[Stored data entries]
===============

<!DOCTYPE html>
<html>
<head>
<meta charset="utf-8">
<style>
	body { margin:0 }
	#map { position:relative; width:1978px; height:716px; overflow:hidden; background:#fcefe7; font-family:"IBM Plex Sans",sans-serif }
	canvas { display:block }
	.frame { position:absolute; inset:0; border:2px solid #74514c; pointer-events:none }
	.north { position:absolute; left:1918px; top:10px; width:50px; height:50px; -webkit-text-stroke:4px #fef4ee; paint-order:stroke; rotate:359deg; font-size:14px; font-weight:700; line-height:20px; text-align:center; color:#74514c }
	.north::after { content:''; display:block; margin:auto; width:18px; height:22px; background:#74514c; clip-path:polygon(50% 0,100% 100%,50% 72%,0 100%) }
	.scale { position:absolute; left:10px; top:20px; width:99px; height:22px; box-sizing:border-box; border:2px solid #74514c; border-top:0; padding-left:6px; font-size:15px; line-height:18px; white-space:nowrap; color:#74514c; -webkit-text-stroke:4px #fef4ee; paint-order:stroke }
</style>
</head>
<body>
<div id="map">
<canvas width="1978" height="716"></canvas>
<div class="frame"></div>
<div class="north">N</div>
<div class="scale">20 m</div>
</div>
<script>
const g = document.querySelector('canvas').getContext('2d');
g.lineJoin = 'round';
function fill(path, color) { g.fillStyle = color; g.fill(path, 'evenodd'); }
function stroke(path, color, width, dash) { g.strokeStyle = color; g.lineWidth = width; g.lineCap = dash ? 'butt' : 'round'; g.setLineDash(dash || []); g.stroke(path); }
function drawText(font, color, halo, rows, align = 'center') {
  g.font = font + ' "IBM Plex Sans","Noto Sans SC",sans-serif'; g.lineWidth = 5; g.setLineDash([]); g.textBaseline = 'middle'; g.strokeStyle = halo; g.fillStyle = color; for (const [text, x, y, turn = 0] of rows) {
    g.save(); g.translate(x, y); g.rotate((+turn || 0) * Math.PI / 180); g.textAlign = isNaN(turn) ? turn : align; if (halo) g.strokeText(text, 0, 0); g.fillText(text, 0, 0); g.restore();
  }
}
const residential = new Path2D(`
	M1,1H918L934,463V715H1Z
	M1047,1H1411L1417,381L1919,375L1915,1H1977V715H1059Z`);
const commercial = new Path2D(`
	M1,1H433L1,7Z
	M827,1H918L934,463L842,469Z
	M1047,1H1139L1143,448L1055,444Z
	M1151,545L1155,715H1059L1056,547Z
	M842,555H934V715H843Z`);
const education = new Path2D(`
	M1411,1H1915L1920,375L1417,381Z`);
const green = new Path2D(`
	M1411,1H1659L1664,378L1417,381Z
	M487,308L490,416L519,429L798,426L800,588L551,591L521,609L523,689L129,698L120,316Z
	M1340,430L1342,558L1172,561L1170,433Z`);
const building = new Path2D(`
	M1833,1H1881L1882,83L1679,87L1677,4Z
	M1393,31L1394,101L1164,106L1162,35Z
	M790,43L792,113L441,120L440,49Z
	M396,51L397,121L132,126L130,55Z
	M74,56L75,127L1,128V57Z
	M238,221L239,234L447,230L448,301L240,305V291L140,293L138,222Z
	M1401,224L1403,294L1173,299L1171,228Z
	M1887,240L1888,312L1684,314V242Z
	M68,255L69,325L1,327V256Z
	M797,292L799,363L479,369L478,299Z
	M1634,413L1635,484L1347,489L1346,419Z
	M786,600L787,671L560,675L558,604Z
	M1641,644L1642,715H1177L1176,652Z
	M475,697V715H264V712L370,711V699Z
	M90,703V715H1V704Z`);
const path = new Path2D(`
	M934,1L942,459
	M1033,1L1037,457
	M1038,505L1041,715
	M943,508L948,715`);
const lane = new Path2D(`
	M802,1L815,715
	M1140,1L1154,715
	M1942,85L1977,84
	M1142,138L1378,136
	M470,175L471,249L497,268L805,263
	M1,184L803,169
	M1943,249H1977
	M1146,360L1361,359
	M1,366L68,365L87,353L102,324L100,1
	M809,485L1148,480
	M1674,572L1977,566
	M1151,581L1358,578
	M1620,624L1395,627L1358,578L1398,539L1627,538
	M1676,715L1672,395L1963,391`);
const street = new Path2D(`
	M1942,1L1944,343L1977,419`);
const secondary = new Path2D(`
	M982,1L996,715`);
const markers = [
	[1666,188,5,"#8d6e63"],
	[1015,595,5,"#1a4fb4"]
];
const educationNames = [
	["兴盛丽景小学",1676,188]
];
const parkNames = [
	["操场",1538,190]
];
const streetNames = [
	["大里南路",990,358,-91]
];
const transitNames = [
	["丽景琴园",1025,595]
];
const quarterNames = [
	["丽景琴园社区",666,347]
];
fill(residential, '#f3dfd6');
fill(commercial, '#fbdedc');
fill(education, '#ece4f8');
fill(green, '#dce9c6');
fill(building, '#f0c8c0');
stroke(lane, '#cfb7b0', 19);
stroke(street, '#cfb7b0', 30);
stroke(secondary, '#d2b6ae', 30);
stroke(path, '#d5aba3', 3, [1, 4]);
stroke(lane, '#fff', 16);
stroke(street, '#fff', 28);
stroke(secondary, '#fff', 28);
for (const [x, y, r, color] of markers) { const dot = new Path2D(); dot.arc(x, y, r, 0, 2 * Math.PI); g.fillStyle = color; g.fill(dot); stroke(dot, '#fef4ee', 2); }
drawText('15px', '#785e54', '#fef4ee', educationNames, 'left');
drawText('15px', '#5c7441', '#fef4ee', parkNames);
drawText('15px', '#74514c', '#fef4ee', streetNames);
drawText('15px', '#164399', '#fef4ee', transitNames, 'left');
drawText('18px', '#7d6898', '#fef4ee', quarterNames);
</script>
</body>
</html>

===============

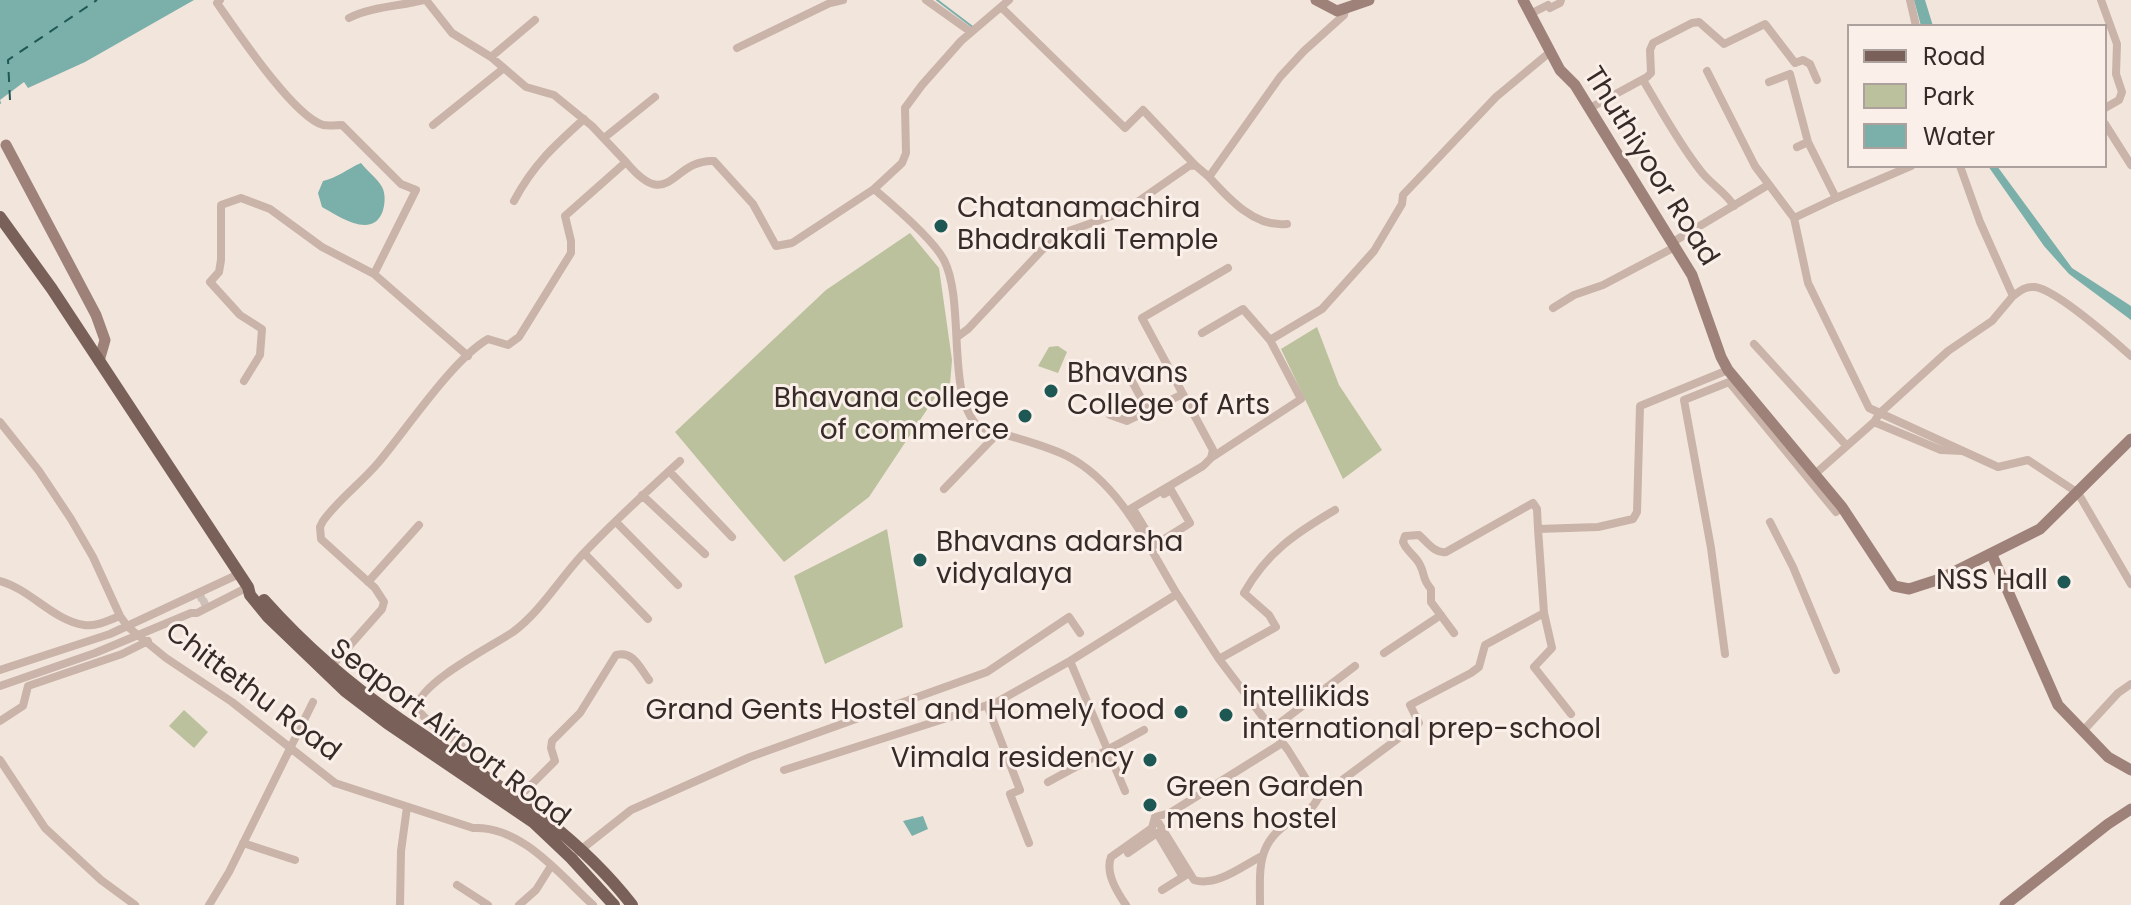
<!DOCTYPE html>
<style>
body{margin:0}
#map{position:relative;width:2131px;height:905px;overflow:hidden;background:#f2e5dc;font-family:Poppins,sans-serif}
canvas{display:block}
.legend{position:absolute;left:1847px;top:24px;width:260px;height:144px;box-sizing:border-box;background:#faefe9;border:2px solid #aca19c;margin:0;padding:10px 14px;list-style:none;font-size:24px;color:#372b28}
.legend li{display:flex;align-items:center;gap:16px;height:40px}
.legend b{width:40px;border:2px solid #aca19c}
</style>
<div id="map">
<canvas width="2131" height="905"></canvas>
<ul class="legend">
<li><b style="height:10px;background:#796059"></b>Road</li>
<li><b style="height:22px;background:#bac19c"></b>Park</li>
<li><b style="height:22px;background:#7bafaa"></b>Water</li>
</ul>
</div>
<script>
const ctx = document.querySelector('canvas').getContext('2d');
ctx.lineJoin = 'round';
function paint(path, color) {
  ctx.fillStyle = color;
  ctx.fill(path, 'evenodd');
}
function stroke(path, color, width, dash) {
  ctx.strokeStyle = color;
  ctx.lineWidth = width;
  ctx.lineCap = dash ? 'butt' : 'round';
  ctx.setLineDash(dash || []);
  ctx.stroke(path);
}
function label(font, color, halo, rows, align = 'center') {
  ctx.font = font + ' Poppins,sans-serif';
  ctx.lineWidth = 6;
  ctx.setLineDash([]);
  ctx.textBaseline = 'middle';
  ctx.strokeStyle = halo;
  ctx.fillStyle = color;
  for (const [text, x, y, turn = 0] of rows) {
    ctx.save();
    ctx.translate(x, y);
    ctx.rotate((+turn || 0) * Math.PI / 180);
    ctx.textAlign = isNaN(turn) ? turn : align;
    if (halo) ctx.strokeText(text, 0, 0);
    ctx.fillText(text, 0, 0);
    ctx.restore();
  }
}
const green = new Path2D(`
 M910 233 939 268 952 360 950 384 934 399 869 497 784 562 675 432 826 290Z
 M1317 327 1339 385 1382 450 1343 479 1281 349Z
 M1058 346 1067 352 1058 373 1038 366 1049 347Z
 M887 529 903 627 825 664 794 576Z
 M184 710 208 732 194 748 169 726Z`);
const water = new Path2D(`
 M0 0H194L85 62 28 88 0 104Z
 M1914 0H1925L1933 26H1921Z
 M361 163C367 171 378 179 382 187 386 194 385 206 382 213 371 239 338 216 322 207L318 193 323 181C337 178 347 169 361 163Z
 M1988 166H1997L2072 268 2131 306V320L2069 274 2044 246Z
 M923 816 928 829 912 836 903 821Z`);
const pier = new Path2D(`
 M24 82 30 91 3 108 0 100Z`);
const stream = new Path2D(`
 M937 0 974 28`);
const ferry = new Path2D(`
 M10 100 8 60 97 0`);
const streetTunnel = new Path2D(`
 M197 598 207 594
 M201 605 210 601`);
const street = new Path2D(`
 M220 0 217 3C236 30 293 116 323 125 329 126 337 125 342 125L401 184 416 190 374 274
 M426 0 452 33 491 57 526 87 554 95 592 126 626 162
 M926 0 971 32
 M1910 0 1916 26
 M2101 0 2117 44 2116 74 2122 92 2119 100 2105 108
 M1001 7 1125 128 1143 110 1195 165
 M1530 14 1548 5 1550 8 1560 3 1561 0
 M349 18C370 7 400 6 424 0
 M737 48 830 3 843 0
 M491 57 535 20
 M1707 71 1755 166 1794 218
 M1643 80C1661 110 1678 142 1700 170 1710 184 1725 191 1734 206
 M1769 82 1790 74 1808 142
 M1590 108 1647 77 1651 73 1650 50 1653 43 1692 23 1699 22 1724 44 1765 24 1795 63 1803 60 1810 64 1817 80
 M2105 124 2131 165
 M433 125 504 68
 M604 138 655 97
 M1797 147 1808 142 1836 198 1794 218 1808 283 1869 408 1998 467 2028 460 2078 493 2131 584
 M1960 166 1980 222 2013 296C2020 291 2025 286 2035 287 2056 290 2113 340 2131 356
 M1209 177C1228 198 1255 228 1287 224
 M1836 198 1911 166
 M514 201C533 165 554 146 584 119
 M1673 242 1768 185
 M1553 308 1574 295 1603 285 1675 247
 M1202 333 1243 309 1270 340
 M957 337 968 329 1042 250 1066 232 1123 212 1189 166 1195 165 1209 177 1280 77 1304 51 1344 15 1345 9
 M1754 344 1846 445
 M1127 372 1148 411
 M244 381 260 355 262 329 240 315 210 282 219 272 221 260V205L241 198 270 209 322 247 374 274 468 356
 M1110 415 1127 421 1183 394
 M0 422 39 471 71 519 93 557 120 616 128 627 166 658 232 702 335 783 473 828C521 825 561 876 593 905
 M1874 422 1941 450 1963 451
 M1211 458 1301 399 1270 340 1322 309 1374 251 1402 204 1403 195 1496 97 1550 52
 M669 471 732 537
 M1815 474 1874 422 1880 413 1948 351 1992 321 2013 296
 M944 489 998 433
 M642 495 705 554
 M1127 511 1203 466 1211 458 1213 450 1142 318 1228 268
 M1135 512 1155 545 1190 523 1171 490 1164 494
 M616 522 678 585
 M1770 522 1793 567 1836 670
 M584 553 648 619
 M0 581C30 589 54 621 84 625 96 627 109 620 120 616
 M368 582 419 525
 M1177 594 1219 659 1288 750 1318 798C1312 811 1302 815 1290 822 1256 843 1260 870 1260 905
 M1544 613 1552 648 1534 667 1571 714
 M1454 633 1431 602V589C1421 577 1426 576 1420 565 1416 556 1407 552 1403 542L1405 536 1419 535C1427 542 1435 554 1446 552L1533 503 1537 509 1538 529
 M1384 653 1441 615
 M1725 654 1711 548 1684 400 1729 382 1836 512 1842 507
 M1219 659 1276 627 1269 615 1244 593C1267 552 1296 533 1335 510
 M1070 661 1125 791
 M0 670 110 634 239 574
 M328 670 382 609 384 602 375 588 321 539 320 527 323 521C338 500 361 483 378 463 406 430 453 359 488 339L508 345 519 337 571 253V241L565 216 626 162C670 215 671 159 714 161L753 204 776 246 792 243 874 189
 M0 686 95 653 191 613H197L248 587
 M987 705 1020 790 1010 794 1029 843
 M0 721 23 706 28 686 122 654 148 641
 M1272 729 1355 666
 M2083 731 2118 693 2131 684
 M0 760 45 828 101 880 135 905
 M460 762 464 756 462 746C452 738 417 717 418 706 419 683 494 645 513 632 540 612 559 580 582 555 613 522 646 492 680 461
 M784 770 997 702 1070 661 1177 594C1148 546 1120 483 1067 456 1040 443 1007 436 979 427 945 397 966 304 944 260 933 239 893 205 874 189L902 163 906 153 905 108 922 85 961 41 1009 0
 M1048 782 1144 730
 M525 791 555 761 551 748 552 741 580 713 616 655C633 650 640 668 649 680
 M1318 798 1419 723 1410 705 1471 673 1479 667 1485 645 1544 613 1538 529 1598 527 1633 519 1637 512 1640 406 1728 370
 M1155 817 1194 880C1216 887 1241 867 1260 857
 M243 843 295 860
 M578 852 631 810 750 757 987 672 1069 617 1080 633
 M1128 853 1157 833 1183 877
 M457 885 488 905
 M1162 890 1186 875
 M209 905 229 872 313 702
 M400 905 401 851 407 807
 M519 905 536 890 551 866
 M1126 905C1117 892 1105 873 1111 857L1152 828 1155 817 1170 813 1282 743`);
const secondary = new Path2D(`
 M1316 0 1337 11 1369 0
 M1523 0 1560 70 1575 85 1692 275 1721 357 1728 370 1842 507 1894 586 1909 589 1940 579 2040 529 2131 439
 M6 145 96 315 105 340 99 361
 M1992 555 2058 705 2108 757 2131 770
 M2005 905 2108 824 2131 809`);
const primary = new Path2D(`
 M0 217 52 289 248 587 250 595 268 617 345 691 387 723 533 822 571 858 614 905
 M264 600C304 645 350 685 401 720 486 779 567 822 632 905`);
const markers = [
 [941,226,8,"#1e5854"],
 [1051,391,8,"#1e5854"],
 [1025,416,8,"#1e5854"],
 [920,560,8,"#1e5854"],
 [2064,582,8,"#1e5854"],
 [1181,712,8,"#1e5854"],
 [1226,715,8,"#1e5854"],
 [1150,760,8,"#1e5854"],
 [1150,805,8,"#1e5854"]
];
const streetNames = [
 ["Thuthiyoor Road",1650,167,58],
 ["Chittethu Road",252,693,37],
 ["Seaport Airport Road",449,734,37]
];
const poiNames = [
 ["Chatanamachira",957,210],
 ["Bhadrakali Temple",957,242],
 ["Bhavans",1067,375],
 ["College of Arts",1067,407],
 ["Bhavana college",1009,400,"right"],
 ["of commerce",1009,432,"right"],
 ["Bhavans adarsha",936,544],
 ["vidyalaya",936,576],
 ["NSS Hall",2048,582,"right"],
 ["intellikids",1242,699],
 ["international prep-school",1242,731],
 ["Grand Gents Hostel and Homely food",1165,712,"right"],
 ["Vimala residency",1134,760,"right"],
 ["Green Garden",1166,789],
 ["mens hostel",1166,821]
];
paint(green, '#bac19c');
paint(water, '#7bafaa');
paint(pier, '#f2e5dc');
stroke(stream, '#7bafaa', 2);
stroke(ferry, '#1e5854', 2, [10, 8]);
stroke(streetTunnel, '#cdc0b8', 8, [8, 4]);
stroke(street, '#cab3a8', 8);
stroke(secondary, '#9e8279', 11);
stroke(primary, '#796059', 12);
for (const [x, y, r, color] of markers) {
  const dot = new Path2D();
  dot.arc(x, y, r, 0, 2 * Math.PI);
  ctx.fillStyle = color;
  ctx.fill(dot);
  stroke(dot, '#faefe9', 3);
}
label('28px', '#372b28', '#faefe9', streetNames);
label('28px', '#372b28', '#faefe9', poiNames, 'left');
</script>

===============

> Task instructions: Select every line above that contains the word "function", and copy it.

> Problem solution:
function fill(path, color) { g.fillStyle = color; g.fill(path, 'evenodd'); }
function stroke(path, color, width, dash) { g.strokeStyle = color; g.lineWidth = width; g.lineCap = dash ? 'butt' : 'round'; g.setLineDash(dash || []); g.stroke(path); }
function drawText(font, color, halo, rows, align = 'center') {
function paint(path, color) {
function stroke(path, color, width, dash) {
function label(font, color, halo, rows, align = 'center') {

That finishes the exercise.